妖精はあの世の住人です。妖精なんて存在するはずがないと思えば、ぜったいに見えません。しかしケルト人は目に見えないものを信じていたのです。
アイルランドの人たちは、自分たちがケルト人の子孫だと思っています。ほんとうのことはよくわかっていませんが、英語とはまったく異なるケルト語という言葉が話されているのですから、なんらかのかかわりがあったのはまちがいないでしょう。
さて、「ケルト」の神話のなかで、よく知られているのが「オシーンの物語」です。それはこんなストーリー……。
   *     *     *     *
アイルランドの国をまもる騎士団長の息子オシーンは、ハンサムで勇気のある騎士でした。ある日、海岸を散歩していると、西の海から美しい女性が白馬に乗ってやってきました。そしてこう言ったのです。

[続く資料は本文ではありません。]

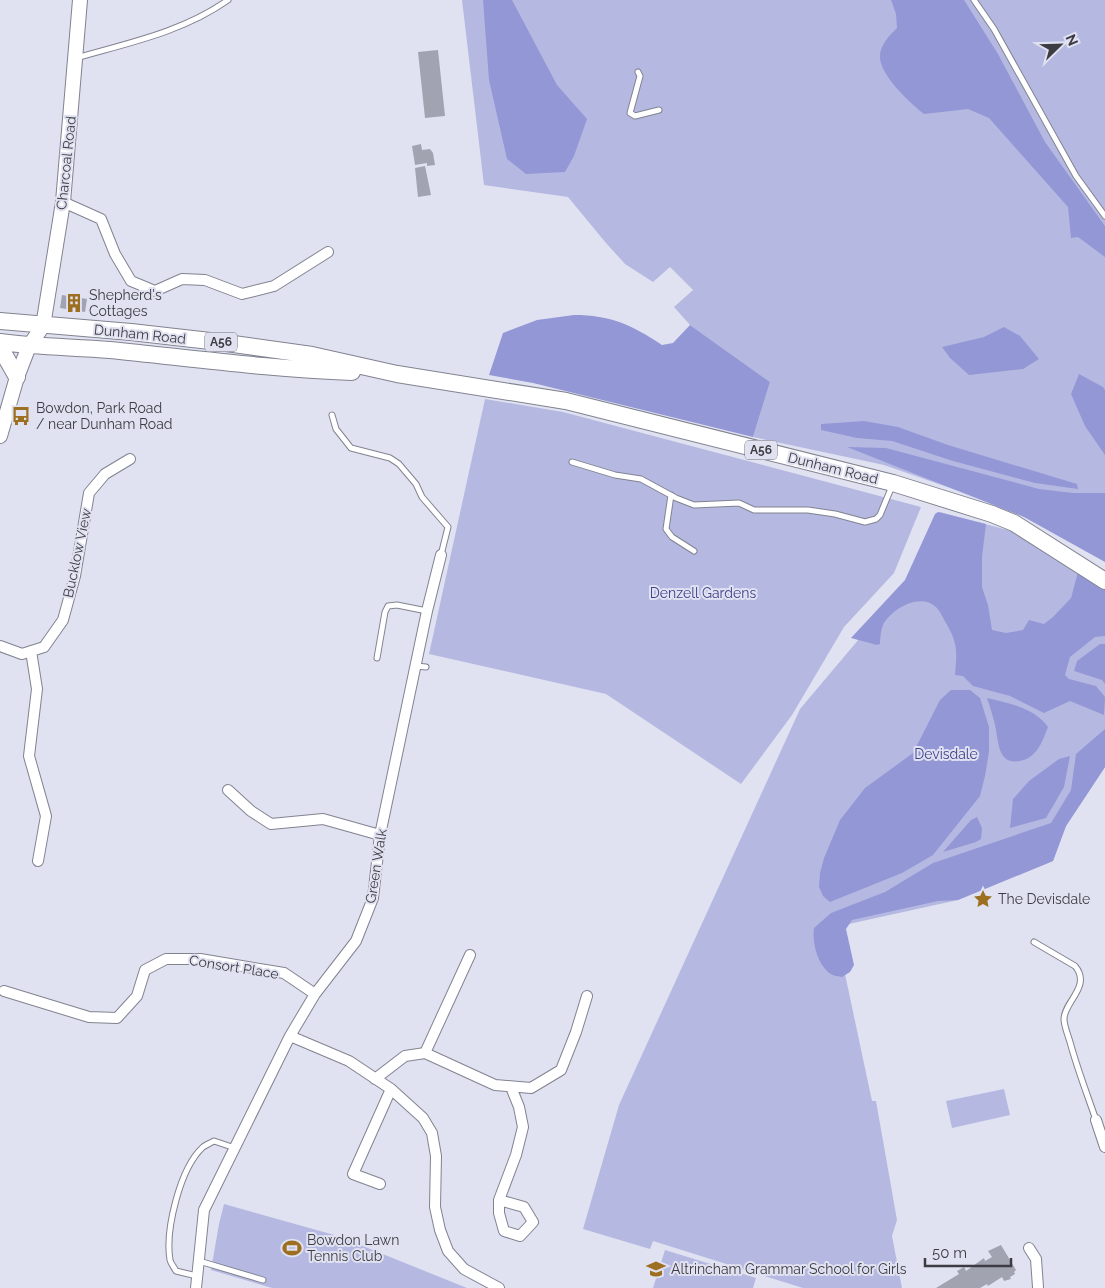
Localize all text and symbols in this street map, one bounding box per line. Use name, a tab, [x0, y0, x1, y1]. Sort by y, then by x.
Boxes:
north arrow	[1035, 20, 1085, 70]
text: N	[1063, 32, 1081, 48]
street label: Charcoal Road	[53, 115, 79, 211]
place label: Shepherd's Cottages	[89, 287, 162, 319]
building icon: Shepherd's Cottages	[63, 292, 85, 314]
street label: Dunham Road	[93, 321, 187, 347]
road number: A56	[205, 332, 237, 352]
place label: Bowdon, Park Road / near Dunham Road	[36, 400, 173, 432]
bus stop icon: Bowdon, Park Road / near Dunham Road	[10, 405, 32, 427]
road number: A56	[745, 440, 777, 460]
street label: Dunham Road	[786, 449, 880, 487]
street label: Bucklow View	[60, 506, 94, 599]
park label: Denzell Gardens	[650, 585, 756, 601]
park label: Devisdale	[914, 746, 978, 762]
street label: Green Walk	[362, 827, 390, 904]
place icon: The Devisdale	[972, 888, 994, 910]
place label: The Devisdale	[998, 891, 1090, 907]
street label: Consort Place	[188, 952, 280, 982]
place label: Bowdon Lawn Tennis Club	[307, 1232, 399, 1264]
scale bar	[925, 1236, 1011, 1268]
sports icon: Bowdon Lawn Tennis Club	[281, 1237, 303, 1259]
text: 50 m	[932, 1244, 967, 1262]
school or university icon: Altrincham Grammar School for Girls	[645, 1258, 667, 1280]
place label: Altrincham Grammar School for Girls	[671, 1261, 907, 1277]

「前からオシーンさまのことが好きでした。わたしの国で一緒に暮らしませんか」
突然のプロポーズに、オシーンは「はい」と答えました。あまりの美しさに心を引かれたのです。ふたりを乗せた白馬は海のうえを駆けていったかと思うと、海中に入り、どんどんもぐっていきました。やがて光かがやく空間が見えてきました。

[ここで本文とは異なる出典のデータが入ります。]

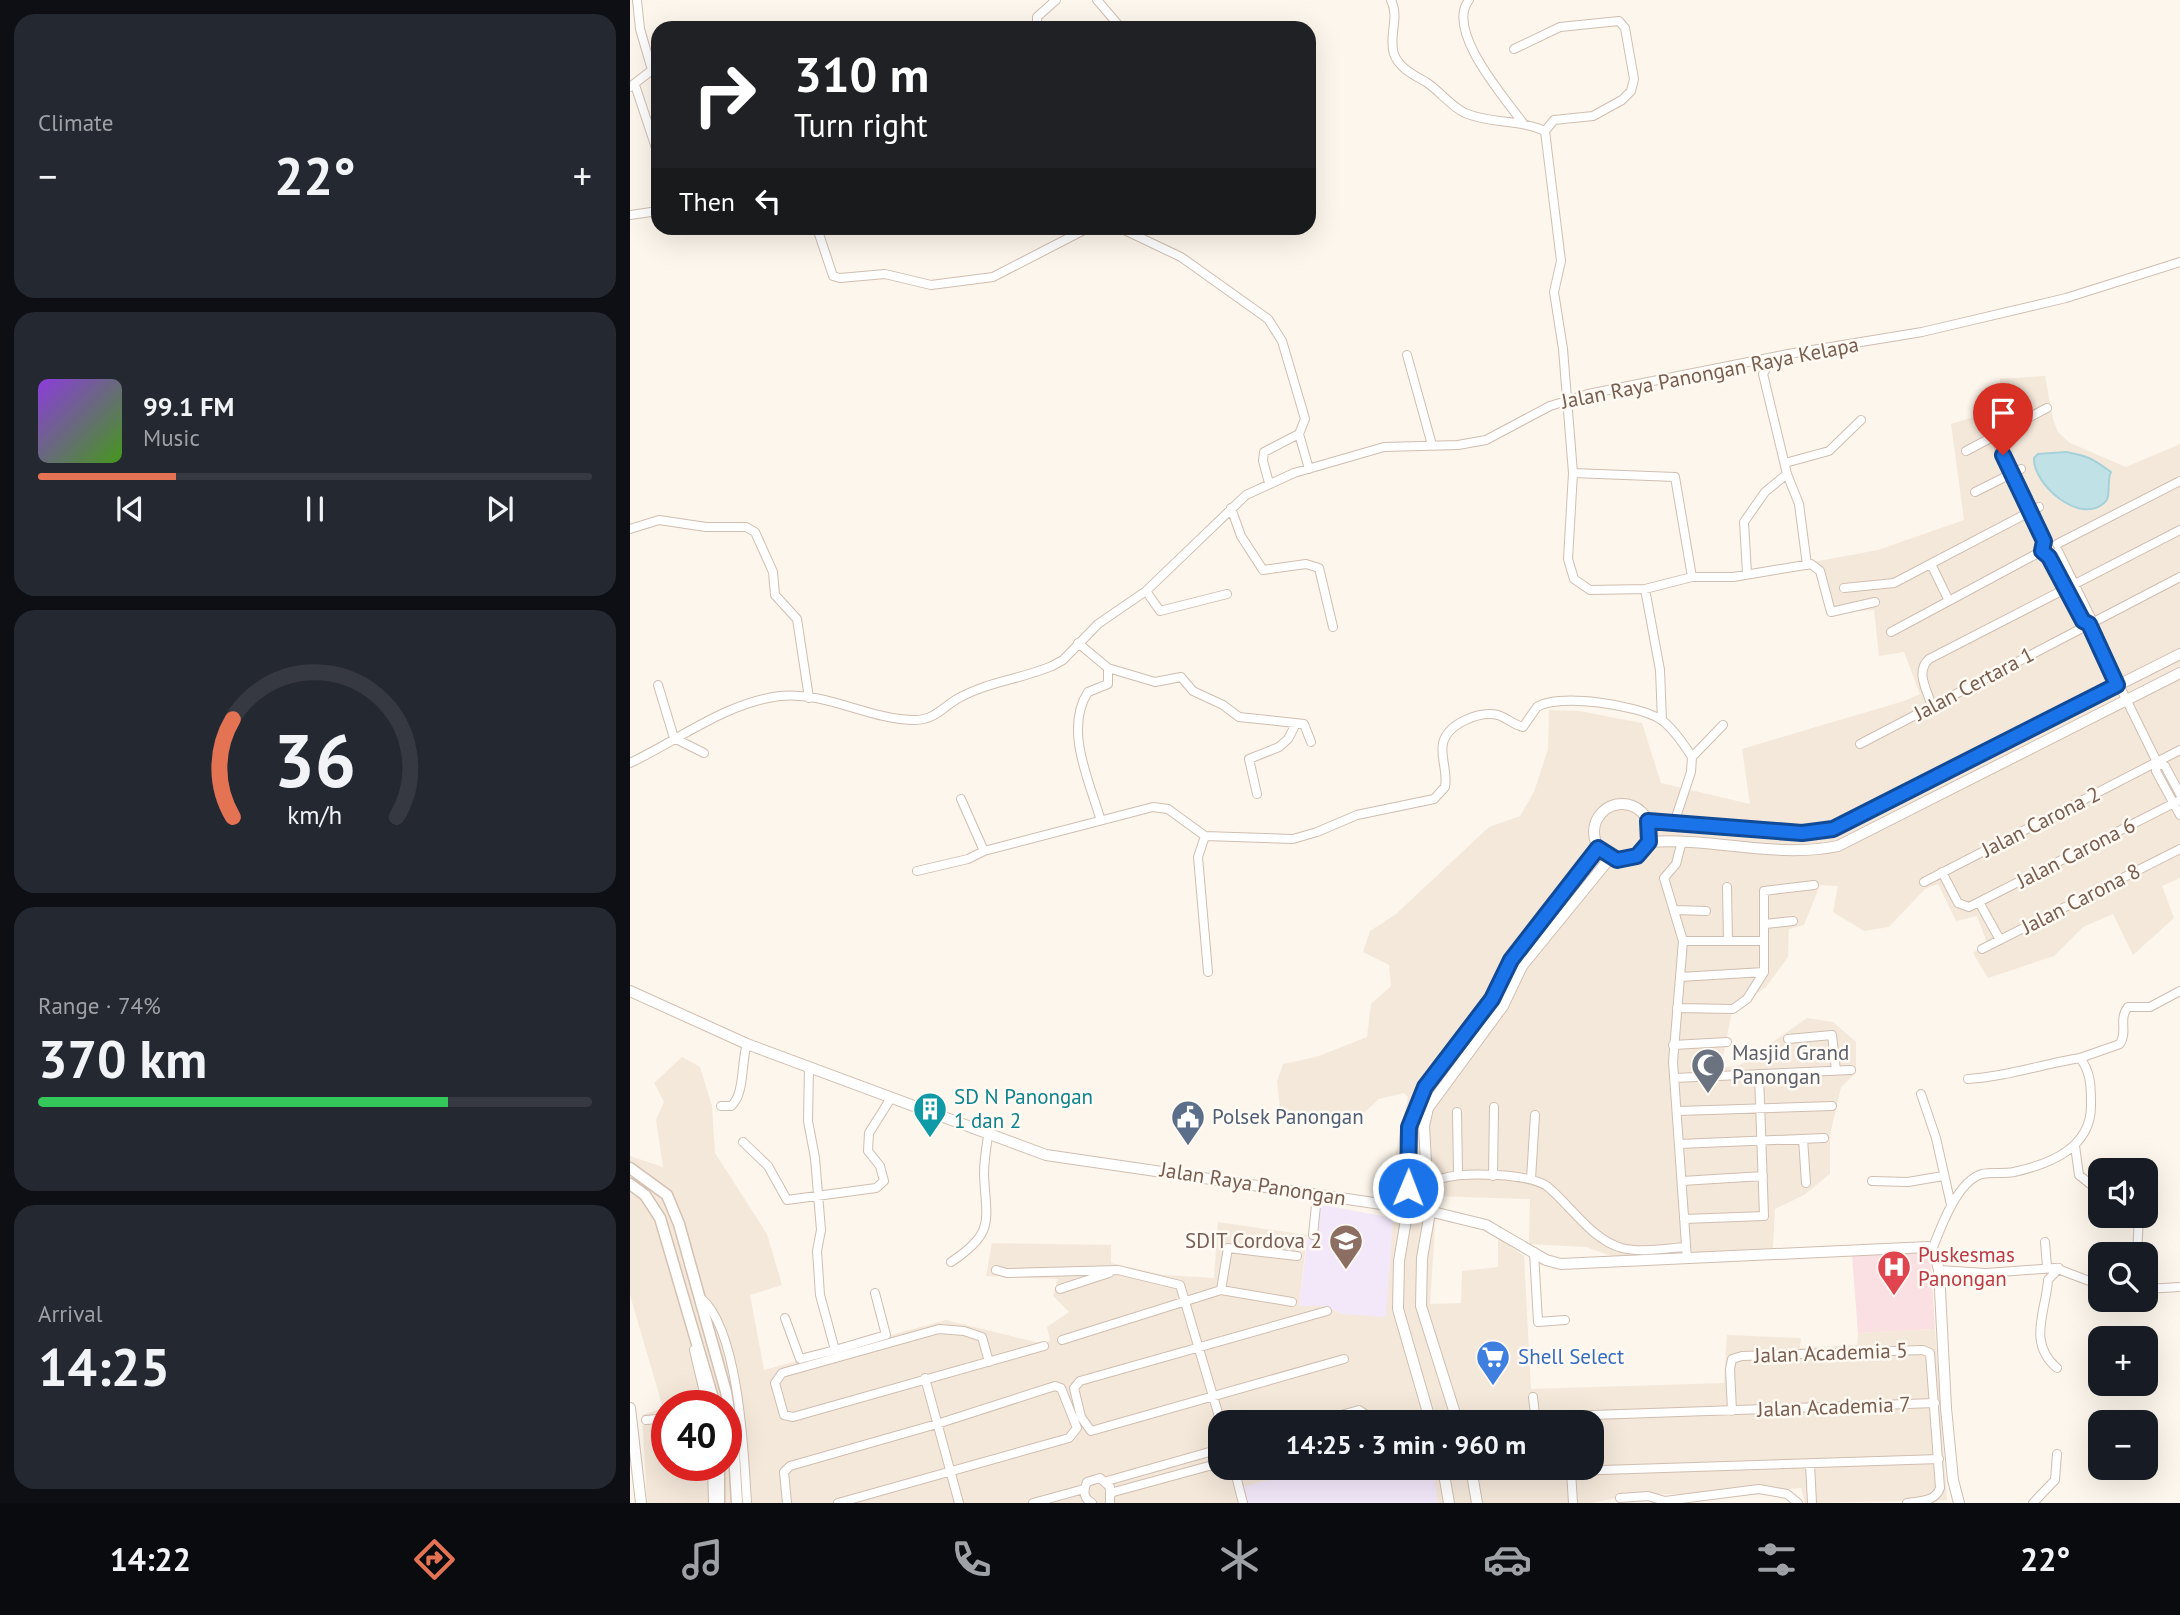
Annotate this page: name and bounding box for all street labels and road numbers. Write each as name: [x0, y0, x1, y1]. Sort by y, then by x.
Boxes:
street label: Jalan Raya Panongan Raya Kelapa: [1558, 330, 1861, 415]
street label: Jalan Certara 1: [1908, 641, 2038, 727]
street label: Jalan Carona 2: [1976, 780, 2105, 863]
street label: Jalan Carona 6: [2011, 811, 2140, 894]
street label: Jalan Carona 8: [2016, 857, 2145, 940]
street label: Jalan Raya Panongan: [1157, 1155, 1348, 1212]
street label: Jalan Academia 5: [1753, 1336, 1908, 1369]
street label: Jalan Academia 7: [1756, 1390, 1911, 1423]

そこは「ティル・ナ・ノーグ」と呼ばれる国です。年をとらず、病気もせず、おだやかな音楽が流れている、まるで天国のようなところ。じつは妖精の国だったのです。女性はその国の王女でした。
オシーンはすっかりそこを気に入り、毎日、楽しく暮らしていました。あっという間に3年がたち、しだいに故郷へ帰りたいと思うようになりました。妖精の王女はとても悲しがりましたが、夫の気持ちを理解し、「わかりました。この白馬に乗っていきなさい。しかし馬からおりてはいけませんよ」とアドバイスをあたえました。
オシーンは妻に感謝し、よろこび勇んでアイルランドにもどりました。しかし様子がおかしいのです。緑でおおわれていた大地がすっかり荒れ果て、枯れ木がポツン、ポツンと立っているだけ。なんという寒々しい光景。自分の家族も友だちもいません。

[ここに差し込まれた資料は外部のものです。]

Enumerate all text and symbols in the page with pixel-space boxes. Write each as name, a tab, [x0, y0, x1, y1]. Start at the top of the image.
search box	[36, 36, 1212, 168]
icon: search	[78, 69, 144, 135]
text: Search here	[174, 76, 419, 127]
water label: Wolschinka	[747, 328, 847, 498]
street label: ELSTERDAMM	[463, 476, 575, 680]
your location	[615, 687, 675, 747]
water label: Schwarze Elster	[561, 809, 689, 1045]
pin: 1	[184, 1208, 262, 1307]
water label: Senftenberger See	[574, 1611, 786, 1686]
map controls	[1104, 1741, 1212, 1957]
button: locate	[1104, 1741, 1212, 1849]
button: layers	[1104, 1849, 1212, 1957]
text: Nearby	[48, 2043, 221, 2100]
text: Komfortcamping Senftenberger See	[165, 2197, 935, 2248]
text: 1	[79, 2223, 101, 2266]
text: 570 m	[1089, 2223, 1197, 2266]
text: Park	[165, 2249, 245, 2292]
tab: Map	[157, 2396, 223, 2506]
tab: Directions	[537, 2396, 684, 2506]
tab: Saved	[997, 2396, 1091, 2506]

そのうち男たちが道のまんなかで大きな岩を押しているのを見かけました。なにをかくそう、オシーンは巨人だったのです。だからこんな岩ならなんなく動かせます。馬に乗ったまま、片手で岩を押しのけた、まさにそのときクラがこわれ、落馬してしまいました。
その途端、美しい青年だったオシーンの髪の毛が真っ白になり、腰まで伸びました。顔もしわだらけ。そして体がくずれ、ついには灰になってしまいました。妖精の国の3年が、現実の世界では300年たっていたのです。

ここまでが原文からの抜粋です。